Sono così colpita che mi manca il fiato. «Oh, beh... spudorato.»

«Non te lo chiedo un'altra volta. Però Teresa ha preparato un sacco di panini e nessuno li mangerà. Io allora salgo in macchina.»

«Aspetta, ho il pigiama sotto!»

Jonah mi squadra, non gli sembra un'informazione degna di nota. «Dai vestiti. Vestiti pesante.»

«Ma quanto dista da qui?»

«Non sei mai stata a Barcis?»

«No...»

«Mezzoretta. Pranziamo lì, facciamo una passeggiata e torniamo. Ti senti meglio ora?»

«È che sono confusa... da questo invito, ecco. Mi stai chiaramente dicendo "i miei amici non vengono e tu mi sembri un buon ripiego", che ci sta, per l'amor del cielo, non siamo mica amici, tu mi offri dei panini e io un po' di... compagnia...»

Jonah mi sta fissando con la bocca schiusa. Alza una mano per stopparmi. «È funzionale, no?»

«Parliamo di cose che non si dovrebbero dire, ma solo pensare, circa i rapporti umani.»

«Mi stai facendo cambiare idea.»

«Meglio se ci ripensi ora, piuttosto che a metà strada.» Sfreccio, con il paraocchi, verso l'uscita d'emergenza.

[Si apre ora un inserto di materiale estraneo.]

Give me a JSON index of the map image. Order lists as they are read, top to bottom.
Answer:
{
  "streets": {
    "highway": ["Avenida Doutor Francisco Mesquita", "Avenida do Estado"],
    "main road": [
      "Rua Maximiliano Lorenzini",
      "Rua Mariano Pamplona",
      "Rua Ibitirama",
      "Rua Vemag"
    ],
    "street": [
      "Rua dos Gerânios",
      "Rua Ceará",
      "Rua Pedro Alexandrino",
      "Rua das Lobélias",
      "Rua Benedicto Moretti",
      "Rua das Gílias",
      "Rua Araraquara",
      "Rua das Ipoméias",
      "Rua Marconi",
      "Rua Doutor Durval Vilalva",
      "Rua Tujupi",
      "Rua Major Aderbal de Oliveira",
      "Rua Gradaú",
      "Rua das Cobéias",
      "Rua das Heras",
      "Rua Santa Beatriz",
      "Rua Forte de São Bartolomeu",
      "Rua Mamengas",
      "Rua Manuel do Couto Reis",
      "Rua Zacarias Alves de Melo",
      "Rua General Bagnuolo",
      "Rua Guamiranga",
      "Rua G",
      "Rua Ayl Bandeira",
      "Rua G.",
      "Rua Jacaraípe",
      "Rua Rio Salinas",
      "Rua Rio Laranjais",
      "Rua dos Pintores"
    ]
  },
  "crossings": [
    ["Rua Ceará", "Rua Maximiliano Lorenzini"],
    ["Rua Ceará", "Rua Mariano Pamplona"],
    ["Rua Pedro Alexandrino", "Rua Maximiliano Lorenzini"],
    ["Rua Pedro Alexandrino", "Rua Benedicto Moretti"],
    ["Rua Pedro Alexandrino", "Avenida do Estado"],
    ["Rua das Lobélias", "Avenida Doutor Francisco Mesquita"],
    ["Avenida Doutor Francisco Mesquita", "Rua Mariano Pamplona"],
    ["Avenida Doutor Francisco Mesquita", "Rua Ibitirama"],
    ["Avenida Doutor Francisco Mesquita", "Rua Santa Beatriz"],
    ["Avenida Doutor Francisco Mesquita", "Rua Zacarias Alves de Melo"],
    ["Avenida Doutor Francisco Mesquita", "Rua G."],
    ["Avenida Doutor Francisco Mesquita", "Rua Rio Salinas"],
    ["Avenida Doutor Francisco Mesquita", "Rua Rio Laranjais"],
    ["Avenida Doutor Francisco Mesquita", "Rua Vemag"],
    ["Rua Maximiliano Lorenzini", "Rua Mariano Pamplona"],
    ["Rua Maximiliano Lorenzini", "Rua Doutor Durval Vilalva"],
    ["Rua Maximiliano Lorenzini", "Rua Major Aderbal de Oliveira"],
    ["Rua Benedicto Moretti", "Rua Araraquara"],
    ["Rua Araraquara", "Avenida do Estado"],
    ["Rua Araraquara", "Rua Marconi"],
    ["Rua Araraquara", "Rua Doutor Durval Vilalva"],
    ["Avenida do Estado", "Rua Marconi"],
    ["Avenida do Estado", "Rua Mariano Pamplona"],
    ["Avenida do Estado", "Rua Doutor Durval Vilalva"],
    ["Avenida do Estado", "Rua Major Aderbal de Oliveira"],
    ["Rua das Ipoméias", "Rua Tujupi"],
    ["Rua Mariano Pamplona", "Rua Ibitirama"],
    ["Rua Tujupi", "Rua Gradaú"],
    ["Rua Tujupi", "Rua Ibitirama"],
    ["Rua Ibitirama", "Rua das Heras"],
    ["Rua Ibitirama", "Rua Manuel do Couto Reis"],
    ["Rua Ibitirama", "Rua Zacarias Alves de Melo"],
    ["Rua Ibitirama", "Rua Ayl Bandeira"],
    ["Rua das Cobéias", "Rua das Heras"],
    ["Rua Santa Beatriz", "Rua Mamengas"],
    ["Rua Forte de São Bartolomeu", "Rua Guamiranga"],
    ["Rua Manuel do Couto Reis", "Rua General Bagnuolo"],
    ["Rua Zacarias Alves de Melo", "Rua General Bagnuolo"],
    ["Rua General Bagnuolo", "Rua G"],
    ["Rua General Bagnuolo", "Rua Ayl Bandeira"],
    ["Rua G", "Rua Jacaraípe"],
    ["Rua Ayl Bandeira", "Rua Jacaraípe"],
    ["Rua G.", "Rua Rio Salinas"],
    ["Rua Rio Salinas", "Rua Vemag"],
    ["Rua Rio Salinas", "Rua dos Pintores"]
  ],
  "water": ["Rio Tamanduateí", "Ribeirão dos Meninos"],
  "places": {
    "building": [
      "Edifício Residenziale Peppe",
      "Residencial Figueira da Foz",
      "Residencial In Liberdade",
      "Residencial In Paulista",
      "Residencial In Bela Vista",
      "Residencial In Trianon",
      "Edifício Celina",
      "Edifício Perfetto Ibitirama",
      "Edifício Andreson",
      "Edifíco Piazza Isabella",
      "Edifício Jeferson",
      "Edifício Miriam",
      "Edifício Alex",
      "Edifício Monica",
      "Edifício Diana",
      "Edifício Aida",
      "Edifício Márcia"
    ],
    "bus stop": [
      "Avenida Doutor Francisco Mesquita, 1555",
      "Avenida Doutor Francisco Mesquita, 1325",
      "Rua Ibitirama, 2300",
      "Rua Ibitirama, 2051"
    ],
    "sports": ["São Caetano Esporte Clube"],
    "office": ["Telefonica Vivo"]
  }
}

«Se non hai voglia basta dirlo.» Taglia corto lui, visibilmente scocciato.

«Ho voglia.»

Jonah molla la presa sulle chiavi, infilate nel motorino. «Allora vestiti. Ti aspetto. Non serve che porti niente. La borsa... chiaro. Il portafoglio, dei fazzoletti... non che tu debba pagare qualcosa. Cristo, mi fai diventare scemo.»

«Lo so. Vado.»

Dopo almeno quindici minuti, Chiara mi blocca all'ingresso spegnendo l'aspirapolvere. «Dove vai? Non devi studiare?»

«Wo, hai tagliato le tappe.»

I suoi occhi sono allarmati e disorientati e per nasconderlo mette su il viso autoritario che non risulta mai troppo convincente.

«Vado via, torno per cena. Sì, mi porto via i libri» tiro fuori dalla tasca un angolo della mia agendina.

«Dove vai?»

«Barcis.»

Rimane stranita. Non è che la mia vita sociale abbia mai avuto questi picchi. «Con Teresa? Devi prima pulire la tua camera, me lo avevi promesso» dice severa, perché questa è pur sempre casa sua.

«Già fatto» sorrido compiaciuta. Davvero, compiaciuta.

Chiara ricalcola la sua posizione e il viso le si addolcisce. Sospira. «Quand'è che sono diventata così vecchia? Torni per cena?»

«Certo.»

Strofina una mano sul grembiule, mascherando un gesto impacciato. «Bene, perché ho proprio voglia di ordinare una pizza maxi.»

Vorrei avere un occhiello nel petto per farle vedere quella complicità e quella serenità che mi è sbocciata dentro, senza il filtro delle parole. Le sorrido, perseguitata dall'idea che non sarà mai abbastanza e che devo imparare a parlare.